Groups at the rally included members of the Triangle People's Assembly, Workers World Party, Industrial Workers of the World, Democratic Socialists of America and the anti-fascist movement, the Herald Sun reported.
"Charlottesville and racist monuments across the country are the result of centuries of white supremacy," Alissa Ellis, a member of Workers World Party Durham branch that was a participant in the Charlottesville protests, told the Herald Sun. Her group mobilised members on Facebook to attend the Durham event.
Protesters have targeted the Durham monument before. The statue was spray-painted with a message reading "Black lives matter" in 2015.
At the weekend, white nationalists, neo-Nazis and Ku Klux Klan members clashed with protesters at the University of Virginia in Charlottesville. The fringe groups gathered to protest the removal of a statue of Confederate Gen. Robert E. Lee.

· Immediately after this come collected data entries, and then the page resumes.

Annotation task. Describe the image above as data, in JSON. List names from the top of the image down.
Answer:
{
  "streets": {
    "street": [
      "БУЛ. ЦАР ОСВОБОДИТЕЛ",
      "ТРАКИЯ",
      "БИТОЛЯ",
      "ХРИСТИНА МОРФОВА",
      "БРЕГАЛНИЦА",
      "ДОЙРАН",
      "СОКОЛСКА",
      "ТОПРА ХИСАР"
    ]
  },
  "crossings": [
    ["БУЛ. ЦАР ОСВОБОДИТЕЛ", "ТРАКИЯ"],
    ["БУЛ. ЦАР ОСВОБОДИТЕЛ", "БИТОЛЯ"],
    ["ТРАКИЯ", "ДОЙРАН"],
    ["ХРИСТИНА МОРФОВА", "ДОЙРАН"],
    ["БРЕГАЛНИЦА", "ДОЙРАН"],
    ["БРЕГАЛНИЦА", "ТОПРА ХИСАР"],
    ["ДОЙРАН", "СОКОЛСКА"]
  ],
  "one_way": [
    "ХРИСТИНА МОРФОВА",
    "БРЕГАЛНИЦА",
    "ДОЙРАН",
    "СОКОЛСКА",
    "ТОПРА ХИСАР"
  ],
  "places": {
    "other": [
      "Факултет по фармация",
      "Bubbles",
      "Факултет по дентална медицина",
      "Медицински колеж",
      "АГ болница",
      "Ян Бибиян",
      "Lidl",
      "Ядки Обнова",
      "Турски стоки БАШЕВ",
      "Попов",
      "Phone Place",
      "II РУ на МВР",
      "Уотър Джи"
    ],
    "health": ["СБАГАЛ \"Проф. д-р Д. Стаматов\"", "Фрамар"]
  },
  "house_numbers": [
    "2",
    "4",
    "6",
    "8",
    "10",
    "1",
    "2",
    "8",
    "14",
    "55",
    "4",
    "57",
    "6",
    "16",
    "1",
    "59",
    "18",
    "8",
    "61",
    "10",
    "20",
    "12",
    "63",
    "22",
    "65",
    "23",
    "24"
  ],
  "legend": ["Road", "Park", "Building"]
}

Virginia Governor Terry McAuliffe said at a news conference on Sunday that he had a message for "all the white supremacists and the Nazis who came into Charlottesville today: Go home. You are not wanted in this great commonwealth".
During the rally, a car ploughed into the crowd, killing Heather Heyer, 32, and injuring 19 others. James Alex Fields, 20, the alleged driver of the vehicle, has been charged with murder, hit and run, and three counts of malicious wounding. A former teacher described Fields as a Nazi sympathiser.